Thanks again for the warm welcome.

Rob


----------



## TheGonz (Sep 10, 2009)

Colin1 said:


> Oh my giddy aunt, another smoggie



Can never have enough smoggies on a forum.


----------



## Wayne Little (Sep 10, 2009)

gday Gonz...welcome mate!


----------



## rochie (Sep 10, 2009)

TheGonz said:


> Can never have enough smoggies on a forum.



i agree, welcome to the forum rob


----------



## Lucky13 (Sep 10, 2009)

Colin1 said:


> Oh my giddy aunt, another smoggie





TheGonz said:


> Can never have enough smoggies on a forum.



A what now??  Welcome to the family mate!


----------



## joy17782 (Sep 10, 2009)

hi GONZ; welcome too the site. about not being abusive, well they are too spammers, its great what they do too them !!!! anyways welcome from the good old usa


----------



## TheGonz (Sep 10, 2009)

Smoggie is the nickname for someone who comes from Middlesbrough. Like people from Newcastle are Geordies etc. Its to do with when ICI and all the other chemical plants were in full bloom on Teesside and there was a big cloud of 'smog' over the place all the time, but now our air is lovely and clean, ahhh.....


----------



## Lucky13 (Sep 10, 2009)

....and blue too?

Thanks for the info mate!


----------



## Colin1 (Sep 10, 2009)

TheGonz said:


> ...people from Newcastle are Geordies...
> 
> ...but now our air is lovely and clean...


All hail the greatest city on the planet

You what?


----------



## Airframes (Sep 10, 2009)

Hi Rob, and welcome from an ex-pat Geordie living in Cheshire.
Terry.


----------



## diddyriddick (Sep 10, 2009)

Welcome aboard, Gonz. Looking forward to your posts.


----------



## rochie (Sep 10, 2009)

hey colin i think you can see my house in that picture mate, or maybe it was taken from my house !


----------



## RabidAlien (Sep 10, 2009)

Welcome aboard!

BTW, if its Abuse you're looking for, that's two doors down the hall, on the left.
(I recommend the 30-minute session)


----------



## Airframes (Sep 10, 2009)

But he paid for the full hour.....although he did go through the door marked 'Argument' first......


----------



## Thorlifter (Sep 10, 2009)

Welcome to the forum


----------



## Doughboy (Sep 10, 2009)

Welcome to the forum.


----------



## wheelsup_cavu (Sep 10, 2009)

Welcome to the forum. 8)


Wheels


----------



## vikingBerserker (Sep 10, 2009)

Hiya Rob, looking forward to pics of your build.
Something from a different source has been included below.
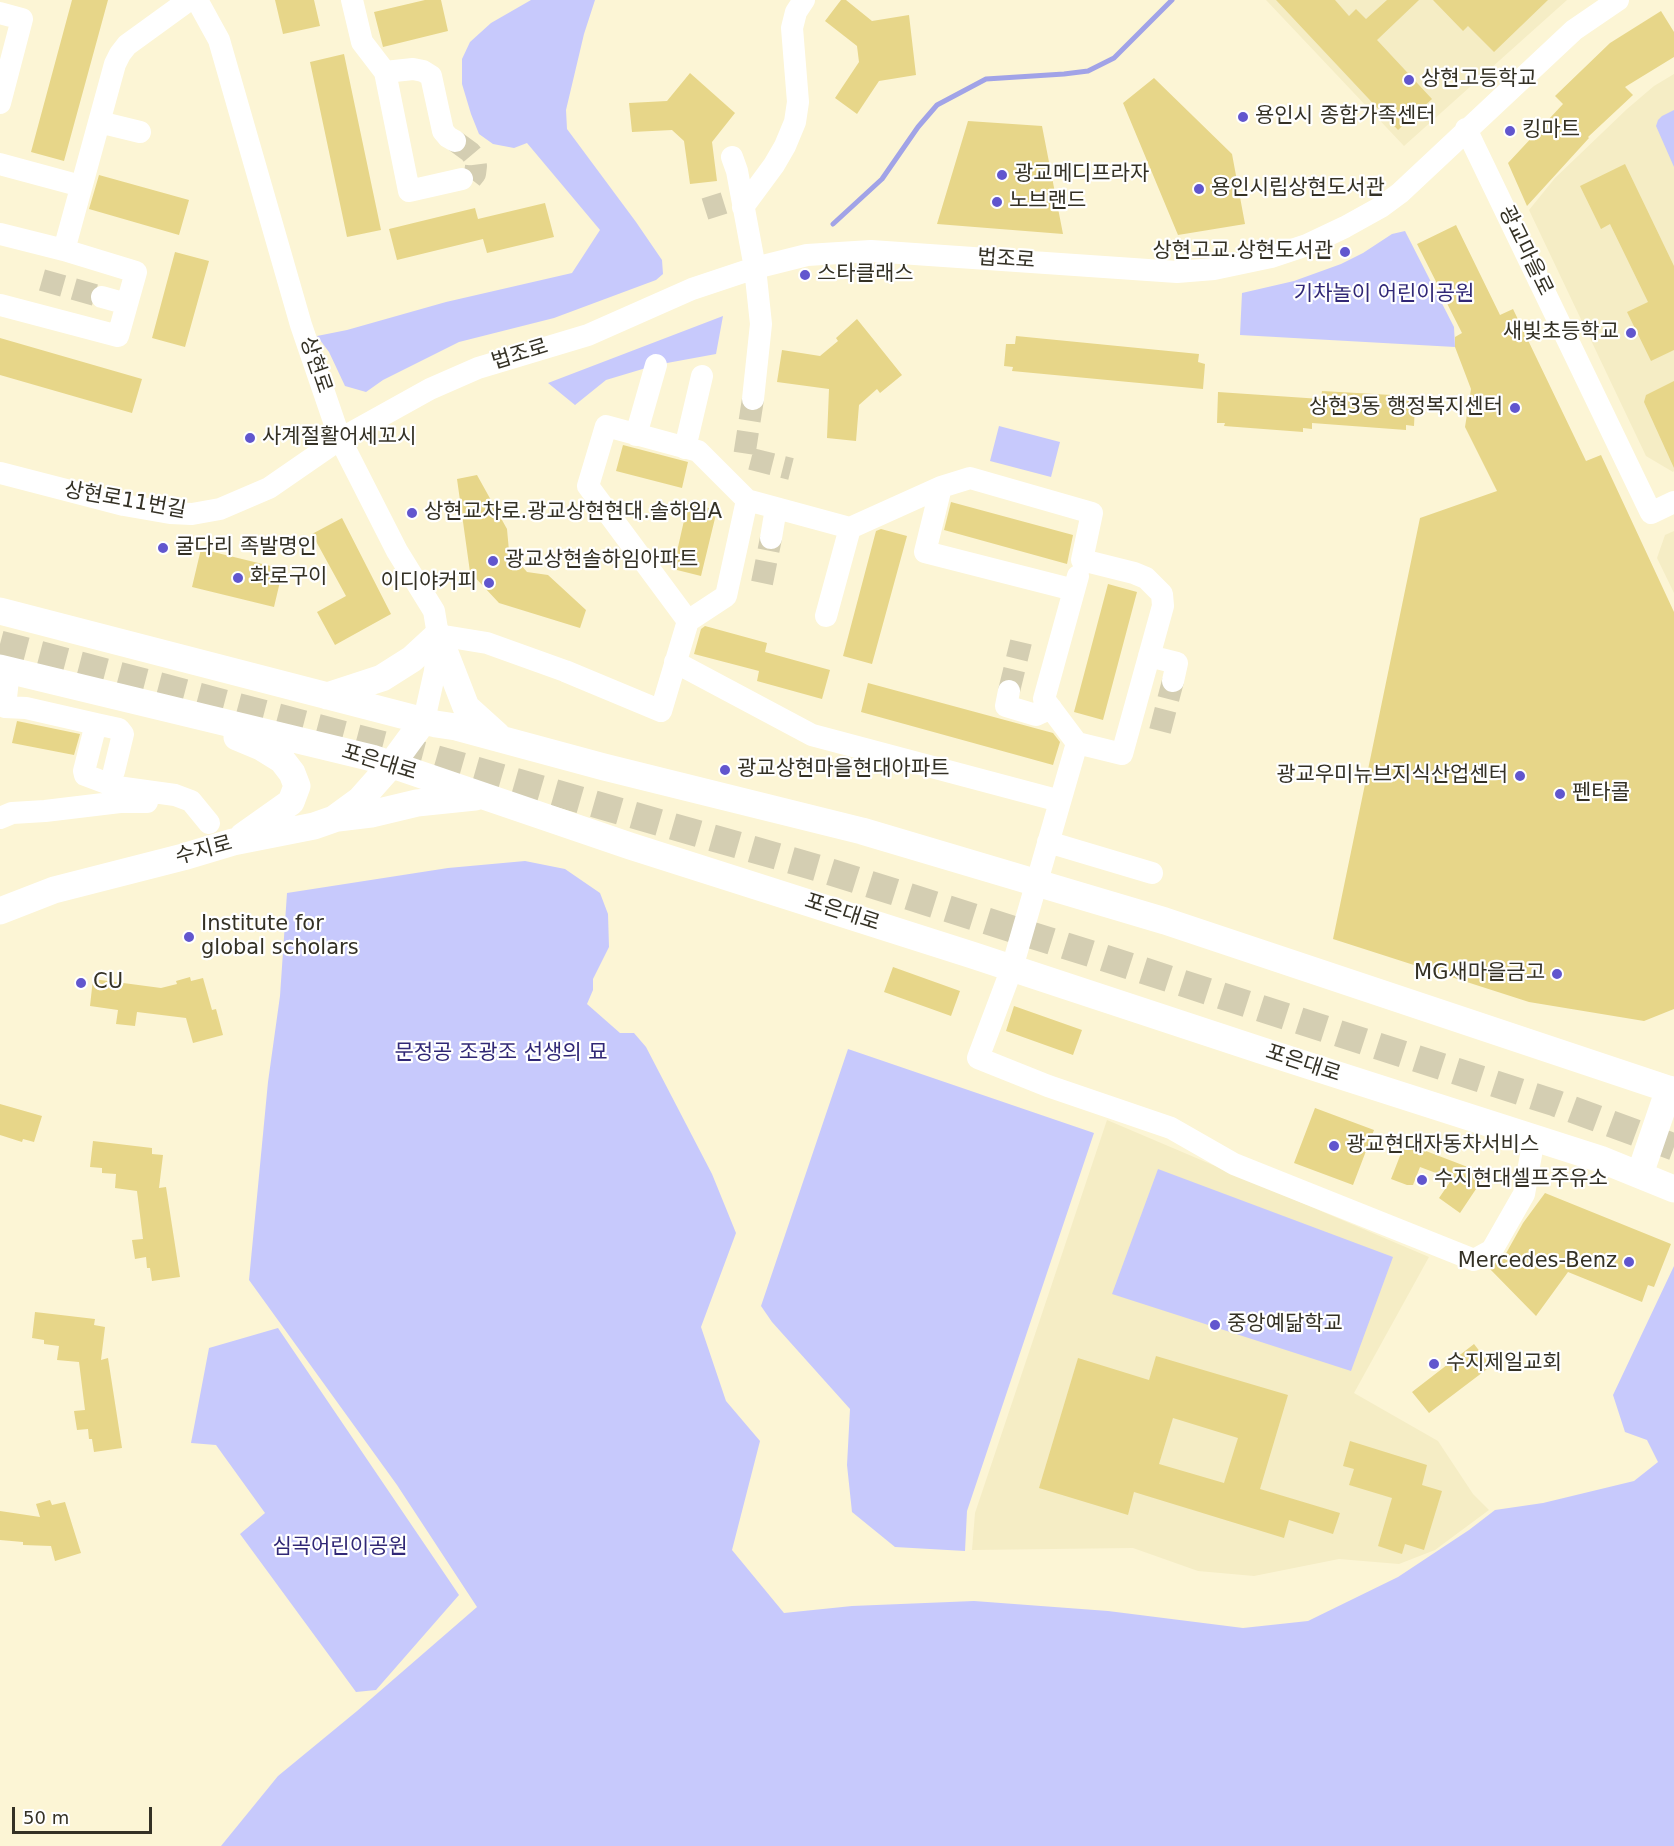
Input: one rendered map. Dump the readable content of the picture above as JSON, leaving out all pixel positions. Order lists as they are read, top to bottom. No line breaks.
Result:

Thanks for explaining the smoogie thingy


----------



## Gnomey (Sep 12, 2009)

Welcome.


----------



## Colin1 (Sep 12, 2009)

vikingBerserker said:


> Thanks for explaining the smoogie thingy


Smoogies?
That's even better than Smoggies!


----------



## Airframes (Sep 12, 2009)

Smoogies? Next they'll be calling them 'Smoothies'....nah!!


----------



## rochie (Sep 13, 2009)

smoogies, were not from deepest yorkshire !!!!!!!!!!!!


----------



## TheGonz (Sep 13, 2009)

Just tried to use my sons Vtech camera to take some pictures of my builds, after checking the images on the PC the quality is even worse than I thought it would be. Will continue with my quest for finding my camera and get some pics up ASAP.


----------



## Njaco (Sep 19, 2009)

Diggers and kiwis and Smoggies, oh my!!!

This flatlander says welcome to the Forum!


----------



## vikingBerserker (Sep 19, 2009)

rochie said:


> smoogies, were not from deepest yorkshire !!!!!!!!!!!!



Dang foreign languages!!


----------



## Airframes (Sep 19, 2009)

I say old chap, you ex-Colonials will eventually catch up with the Mother tongue, don't you know!


----------



## Lucky13 (Sep 20, 2009)

Isn't that the truth old boy what?


----------



## TheGonz (Sep 20, 2009)

lol muchly


----------



## Pong (Sep 20, 2009)

Welcome aboard!


----------